● **ACTIVITY**: Your answer should be one number, the count of lines in the records that carry the string "Clarke".

● **INPUT FOR THIS TASK**:

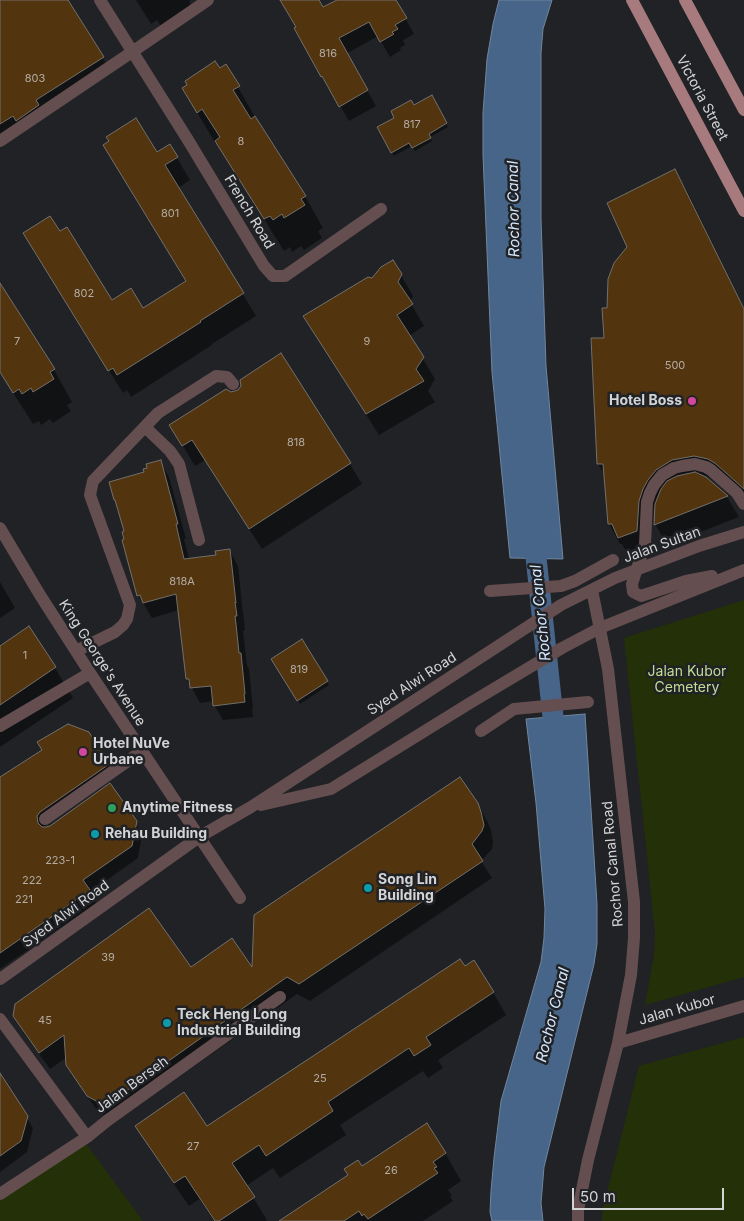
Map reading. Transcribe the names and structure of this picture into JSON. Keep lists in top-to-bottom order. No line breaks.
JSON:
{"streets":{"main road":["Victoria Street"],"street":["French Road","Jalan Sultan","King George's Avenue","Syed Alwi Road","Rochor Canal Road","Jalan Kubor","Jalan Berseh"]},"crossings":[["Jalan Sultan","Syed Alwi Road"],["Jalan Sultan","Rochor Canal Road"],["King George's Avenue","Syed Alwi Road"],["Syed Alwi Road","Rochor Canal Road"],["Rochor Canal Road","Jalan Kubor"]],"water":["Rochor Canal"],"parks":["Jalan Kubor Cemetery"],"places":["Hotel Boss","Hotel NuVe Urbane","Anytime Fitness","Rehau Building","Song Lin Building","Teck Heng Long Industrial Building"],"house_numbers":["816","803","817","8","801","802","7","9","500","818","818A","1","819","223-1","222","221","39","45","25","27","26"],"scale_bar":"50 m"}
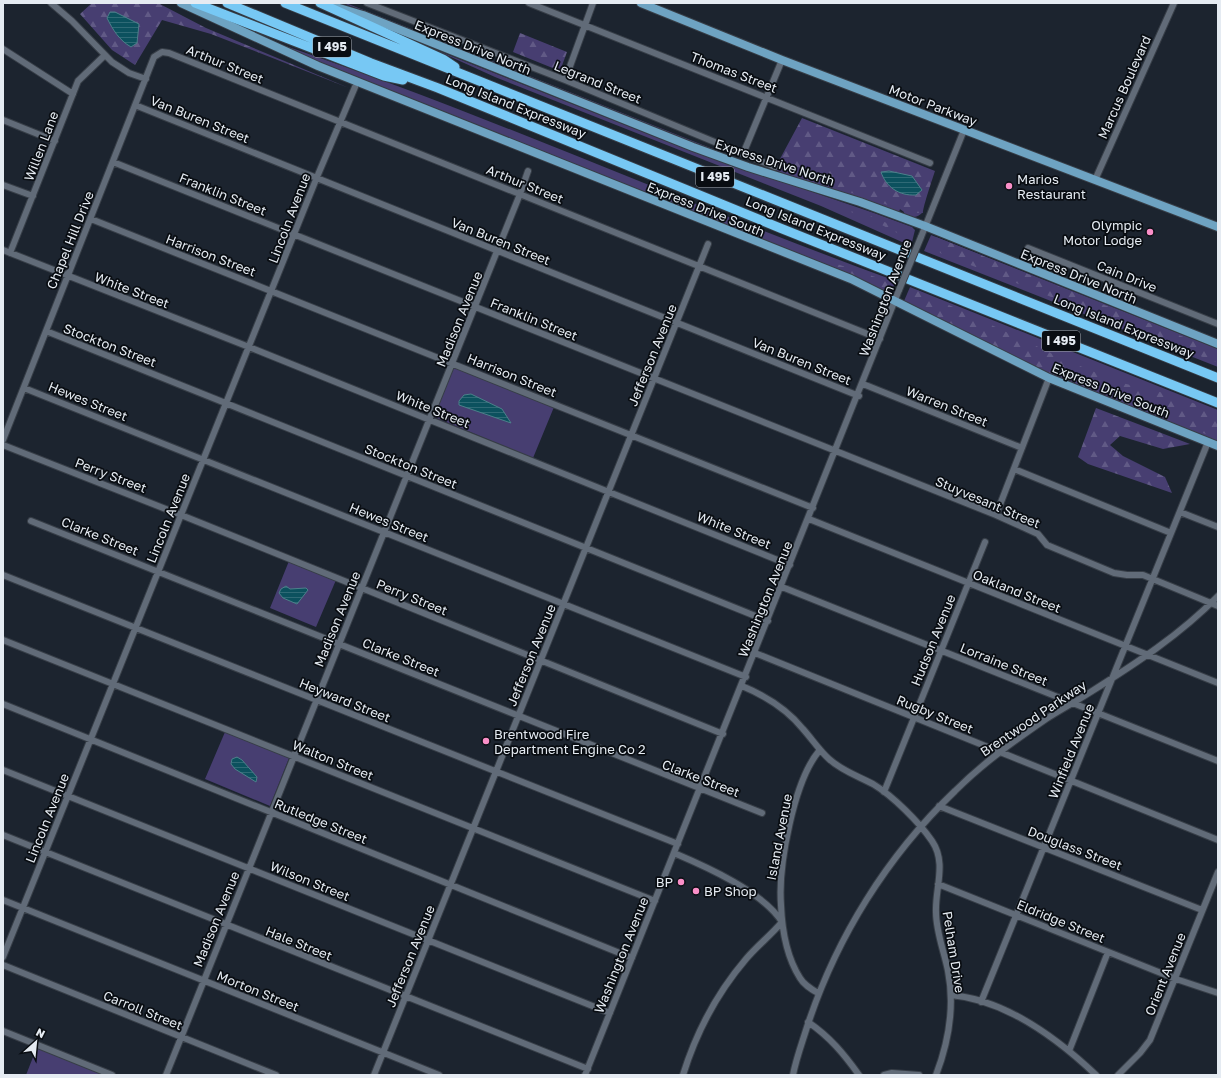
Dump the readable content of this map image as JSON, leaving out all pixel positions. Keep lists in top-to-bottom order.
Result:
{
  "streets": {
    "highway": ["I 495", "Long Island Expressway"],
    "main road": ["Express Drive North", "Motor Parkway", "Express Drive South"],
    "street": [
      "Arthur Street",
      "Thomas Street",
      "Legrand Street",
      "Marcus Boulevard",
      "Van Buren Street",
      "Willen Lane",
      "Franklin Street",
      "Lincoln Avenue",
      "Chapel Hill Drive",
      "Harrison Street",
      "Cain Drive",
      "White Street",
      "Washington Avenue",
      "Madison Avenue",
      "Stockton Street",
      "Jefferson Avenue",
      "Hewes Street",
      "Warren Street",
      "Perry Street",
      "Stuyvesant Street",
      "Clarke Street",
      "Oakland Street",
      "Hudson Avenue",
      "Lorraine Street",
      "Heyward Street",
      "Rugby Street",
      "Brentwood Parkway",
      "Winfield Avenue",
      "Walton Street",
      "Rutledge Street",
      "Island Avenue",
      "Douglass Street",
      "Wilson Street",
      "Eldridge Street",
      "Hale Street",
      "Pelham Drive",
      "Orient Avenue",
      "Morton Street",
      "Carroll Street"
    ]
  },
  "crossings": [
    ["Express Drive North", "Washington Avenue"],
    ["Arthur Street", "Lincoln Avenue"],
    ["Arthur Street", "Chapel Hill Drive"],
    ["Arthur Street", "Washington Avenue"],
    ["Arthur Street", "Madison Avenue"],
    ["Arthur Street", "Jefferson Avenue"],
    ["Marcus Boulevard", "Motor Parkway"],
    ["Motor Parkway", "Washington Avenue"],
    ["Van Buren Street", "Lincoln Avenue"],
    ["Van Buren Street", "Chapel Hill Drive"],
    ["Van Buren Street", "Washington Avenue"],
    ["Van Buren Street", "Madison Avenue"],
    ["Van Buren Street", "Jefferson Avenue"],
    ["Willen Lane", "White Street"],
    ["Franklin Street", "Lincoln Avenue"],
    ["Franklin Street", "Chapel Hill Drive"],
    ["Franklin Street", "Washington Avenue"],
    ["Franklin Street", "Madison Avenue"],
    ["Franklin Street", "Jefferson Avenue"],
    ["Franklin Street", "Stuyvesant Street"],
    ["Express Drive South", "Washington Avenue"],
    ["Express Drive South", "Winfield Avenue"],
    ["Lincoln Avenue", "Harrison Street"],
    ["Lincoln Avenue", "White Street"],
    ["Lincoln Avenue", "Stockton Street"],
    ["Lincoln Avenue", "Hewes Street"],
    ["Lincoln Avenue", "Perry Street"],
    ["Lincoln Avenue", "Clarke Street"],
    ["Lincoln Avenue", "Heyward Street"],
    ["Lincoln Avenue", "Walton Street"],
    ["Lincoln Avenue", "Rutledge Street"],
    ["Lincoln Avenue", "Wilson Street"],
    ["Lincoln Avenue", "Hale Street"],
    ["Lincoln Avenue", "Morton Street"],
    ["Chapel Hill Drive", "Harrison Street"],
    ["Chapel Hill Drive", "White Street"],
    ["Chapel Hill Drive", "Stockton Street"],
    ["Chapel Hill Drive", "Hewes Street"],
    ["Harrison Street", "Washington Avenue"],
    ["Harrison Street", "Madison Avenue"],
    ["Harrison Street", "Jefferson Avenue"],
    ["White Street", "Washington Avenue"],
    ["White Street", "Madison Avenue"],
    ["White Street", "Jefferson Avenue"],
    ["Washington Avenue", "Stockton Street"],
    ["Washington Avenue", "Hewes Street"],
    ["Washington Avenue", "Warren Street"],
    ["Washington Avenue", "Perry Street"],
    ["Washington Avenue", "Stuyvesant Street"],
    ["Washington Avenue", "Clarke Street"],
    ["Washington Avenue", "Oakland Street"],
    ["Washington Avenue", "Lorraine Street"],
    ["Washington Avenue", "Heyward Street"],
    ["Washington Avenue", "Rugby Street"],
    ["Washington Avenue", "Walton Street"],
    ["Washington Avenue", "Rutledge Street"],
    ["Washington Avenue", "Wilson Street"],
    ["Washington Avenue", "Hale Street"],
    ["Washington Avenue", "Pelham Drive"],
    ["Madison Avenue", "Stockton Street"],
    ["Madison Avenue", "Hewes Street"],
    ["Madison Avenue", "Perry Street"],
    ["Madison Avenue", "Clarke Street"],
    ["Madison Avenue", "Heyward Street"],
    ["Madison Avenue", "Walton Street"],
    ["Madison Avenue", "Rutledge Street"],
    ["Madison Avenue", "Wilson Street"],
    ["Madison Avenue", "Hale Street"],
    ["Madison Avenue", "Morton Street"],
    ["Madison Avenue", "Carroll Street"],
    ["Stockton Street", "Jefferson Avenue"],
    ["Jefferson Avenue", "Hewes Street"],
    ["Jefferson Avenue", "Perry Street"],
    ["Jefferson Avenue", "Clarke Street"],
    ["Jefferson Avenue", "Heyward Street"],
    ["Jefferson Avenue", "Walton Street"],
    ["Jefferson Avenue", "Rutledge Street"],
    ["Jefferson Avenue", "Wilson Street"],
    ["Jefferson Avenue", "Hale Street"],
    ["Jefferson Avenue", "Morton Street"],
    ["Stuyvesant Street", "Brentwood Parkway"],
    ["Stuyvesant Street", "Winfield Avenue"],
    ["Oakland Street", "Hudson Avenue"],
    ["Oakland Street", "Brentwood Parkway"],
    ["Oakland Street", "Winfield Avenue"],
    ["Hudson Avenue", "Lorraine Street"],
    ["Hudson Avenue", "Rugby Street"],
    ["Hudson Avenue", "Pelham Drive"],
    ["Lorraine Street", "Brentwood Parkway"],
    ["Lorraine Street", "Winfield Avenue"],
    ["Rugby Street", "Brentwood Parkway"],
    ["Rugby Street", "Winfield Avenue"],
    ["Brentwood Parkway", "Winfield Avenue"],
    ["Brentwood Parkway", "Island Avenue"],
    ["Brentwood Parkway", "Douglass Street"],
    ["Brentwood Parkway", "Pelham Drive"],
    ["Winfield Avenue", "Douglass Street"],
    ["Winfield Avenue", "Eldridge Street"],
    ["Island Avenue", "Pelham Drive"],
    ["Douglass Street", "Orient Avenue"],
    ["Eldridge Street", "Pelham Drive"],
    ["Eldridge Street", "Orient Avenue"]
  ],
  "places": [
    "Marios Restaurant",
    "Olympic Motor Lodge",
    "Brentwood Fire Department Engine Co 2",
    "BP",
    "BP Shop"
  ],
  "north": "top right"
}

● **OUTPUT**: 5